Sei rientrato pochi giorni fa dall’Ucraina, dove saranno tradotti i due volumi sul pensiero contemporaneo Cento anni di filosofia. Da Nietzsche ai giorni nostri (La Scuola): l’ultima magnifica opera scritta assieme a Giovanni Reale, che non si può non collegare ai tre volumi de Il pensiero occidentale dalle origini ad oggi. Qual è il segreto del successo di queste vostre opere?
«Abbiamo lavorato direttamente sui testi dei filosofi. Abbiamo messo a confronto da una parte le domande che la storia del mondo e poi la complessa realtà contemporanea hanno posto alla riflessione filosofica e, dall’altra, le ipotesi di analisi e/o di soluzione elaborate dai vari pensatori. Insomma, abbiamo fatto un bench tra problemi e teorie e ne abbiamo articolato un resoconto. Non abbiamo indossato le toghe dei giudici. Ci siamo messi, invece, nei panni di autori di un manuale: non abbiamo dato giudizi, ma raccolto informazioni di prima mano, impegnandoci a salvaguardare il più possibile l’oggettività della nostra ricerca».
Purtroppo, Reale non è riuscito a vedere la nuova opera (è morto nell’ottobre del 2014). Ma ha vissuto le glorie de Il pensiero occidentale, compresa la laurea honoris causa all’Università di Mosca.
«I tre volumi de Il pensiero occidentale ci hanno dato grandi soddisfazioni. Posso dire che il nostro lavoro è stato apprezzato in tutto il mondo, visto che l’opera è stata tradotta e si sta ancora traducendo in moltissime lingue, dallo spagnolo al kazako. In Russia, la laurea honoris causa non è stata solo una cerimonia formale, ma piuttosto la certificazione ufficiale della stima che i colleghi docenti e personalità della cultura russa ci hanno espresso in mille modi».
Che ne dici di rivolgere un pensiero a Reale dichiarandogli ancora una volta il tuo affetto, la tua stima, ma anche il tuo dissenso? Per esempio, riguardo all’interpretazione del pensiero politico di Platone elaborata da Popper...

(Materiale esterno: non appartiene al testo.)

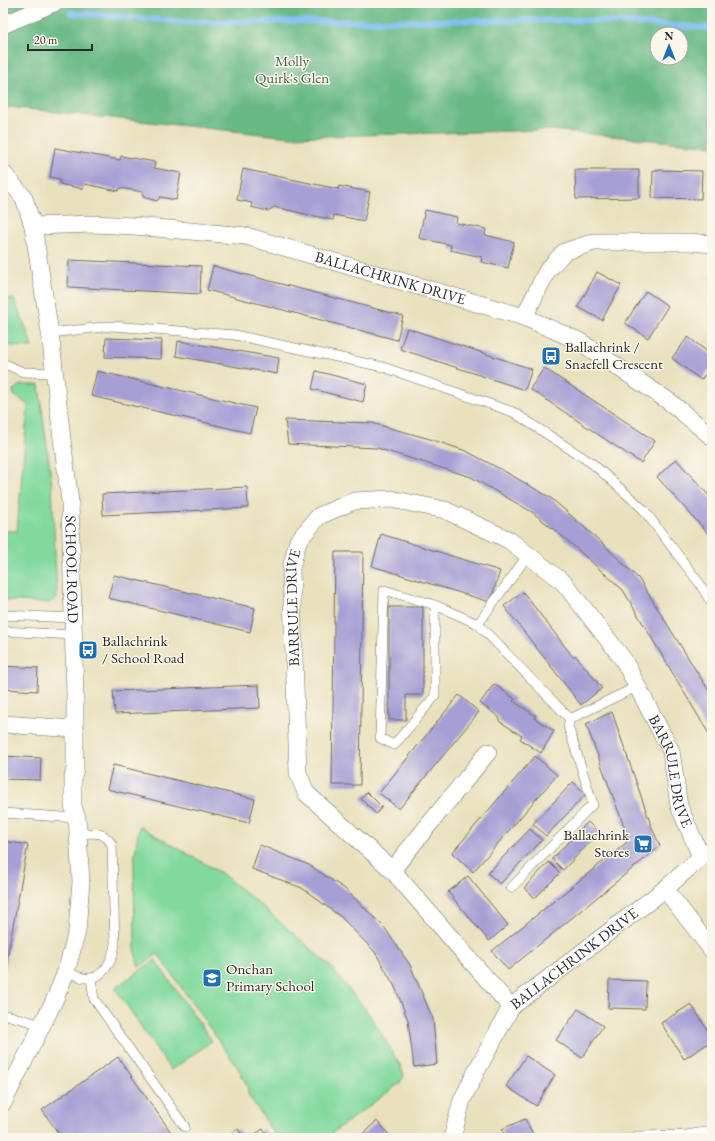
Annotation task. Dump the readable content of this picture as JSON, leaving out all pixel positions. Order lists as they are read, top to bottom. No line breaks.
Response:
{"streets":{"street":["BALLACHRINK DRIVE","SCHOOL ROAD","BARRULE DRIVE"]},"crossings":[["BALLACHRINK DRIVE","SCHOOL ROAD"],["BALLACHRINK DRIVE","BARRULE DRIVE"]],"parks":["Molly Quirk's Glen"],"places":{"bus stop":["Ballachrink / Snaefell Crescent","Ballachrink / School Road"],"supermarket":["Ballachrink Stores"],"school or university":["Onchan Primary School"]},"scale_bar":"20 m","north":"top"}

«Certo. Per me Giovanni è stato un grande maestro e amico. Ho sempre nutrito e continuo a nutrire una profonda stima per lui e per la sua opera. Ma continuo anche a dissentire dalla sua polemica con Popper sull’interpretazione di Platone. Secondo Reale, Platone vuol conoscere e formare lo Stato perfetto per conoscere e formare l’“uomo perfetto”. Non è forse, questa utopica perfezione, il nucleo centrale della presunzione di cui si nutre ogni concezione totalitaria? Ecco perché, secondo Popper, Platone è tra i nemici della società aperta. Detto in sintesi, Platone si pone il problema di chi comanda, Popper quello di come controlliamo chi comanda. E io sono d’accordo con Popper».